GPU Decision Tree - Follow this flowchart to determine optimal execution backend.

GPU Performance Sweet Spot:

Factor	Threshold	Reasoning
Duration	> 60 seconds	Amortizes data transfer overhead
Channels	≥ 4 channels	Exploits parallel processing
Batch Size	> 5 files	Transfer overhead amortized across batch
FIR Taps	> 100 taps	Convolution highly parallelizable
IIR Chain	≥ 3 filters	Accumulated compute benefits

CPU Preferred Cases:

Real-time processing: More predictable latency
Short signals (<30s): Transfer overhead dominates
Single channel: Insufficient parallelism
IIR filters only: Less GPU benefit than FIR

Tip

When in doubt, benchmark your specific workload. Use the patterns from the benchmark suite as templates.
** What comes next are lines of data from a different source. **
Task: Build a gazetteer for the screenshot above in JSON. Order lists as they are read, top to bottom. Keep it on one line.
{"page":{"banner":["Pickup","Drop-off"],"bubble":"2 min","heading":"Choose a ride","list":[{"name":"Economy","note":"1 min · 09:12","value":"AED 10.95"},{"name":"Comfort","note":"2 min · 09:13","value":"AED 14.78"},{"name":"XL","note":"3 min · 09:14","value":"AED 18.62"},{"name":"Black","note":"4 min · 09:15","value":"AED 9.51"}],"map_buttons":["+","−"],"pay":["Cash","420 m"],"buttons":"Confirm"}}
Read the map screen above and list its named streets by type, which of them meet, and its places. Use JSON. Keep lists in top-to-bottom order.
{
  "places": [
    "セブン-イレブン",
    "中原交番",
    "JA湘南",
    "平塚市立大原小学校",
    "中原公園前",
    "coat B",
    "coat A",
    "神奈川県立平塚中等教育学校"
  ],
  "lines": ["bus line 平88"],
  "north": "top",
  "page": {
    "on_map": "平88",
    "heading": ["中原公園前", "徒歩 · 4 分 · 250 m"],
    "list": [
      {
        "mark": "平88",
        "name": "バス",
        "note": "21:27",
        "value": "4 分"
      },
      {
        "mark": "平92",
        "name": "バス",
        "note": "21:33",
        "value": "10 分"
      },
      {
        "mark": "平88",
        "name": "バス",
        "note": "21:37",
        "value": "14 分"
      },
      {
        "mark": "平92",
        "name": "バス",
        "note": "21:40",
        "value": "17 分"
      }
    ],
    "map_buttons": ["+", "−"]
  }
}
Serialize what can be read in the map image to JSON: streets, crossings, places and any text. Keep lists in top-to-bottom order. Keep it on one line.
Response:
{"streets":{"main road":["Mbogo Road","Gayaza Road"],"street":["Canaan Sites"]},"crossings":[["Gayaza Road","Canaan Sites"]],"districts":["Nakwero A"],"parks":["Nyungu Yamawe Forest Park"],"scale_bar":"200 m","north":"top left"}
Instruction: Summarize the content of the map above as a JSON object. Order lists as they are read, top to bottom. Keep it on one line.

Filter Chain Optimization#

Optimize filter chains by pre-computing coefficients and reusing filters:

import torch.nn as nn
from torchfx import Wave
from torchfx.filter import DesignableFIR, HiButterworth

SAMPLE_RATE = 44100

# Create filter chain
fchain = nn.Sequential(
    DesignableFIR(num_taps=101, cutoff=1000, fs=SAMPLE_RATE),
    HiButterworth(cutoff=500, order=2, fs=SAMPLE_RATE),
)

# Pre-compute coefficients once during initialization
for f in fchain:
    f.compute_coefficients()

# For IIR filters, also move coefficients to device
device = "cuda" if torch.cuda.is_available() else "cpu"
fchain.to(device)

for f in fchain:
    if hasattr(f, 'move_coeff'):
        f.move_coeff(device)

# Process multiple files without re-computing coefficients
audio_files = ["song1.wav", "song2.wav", "song3.wav"]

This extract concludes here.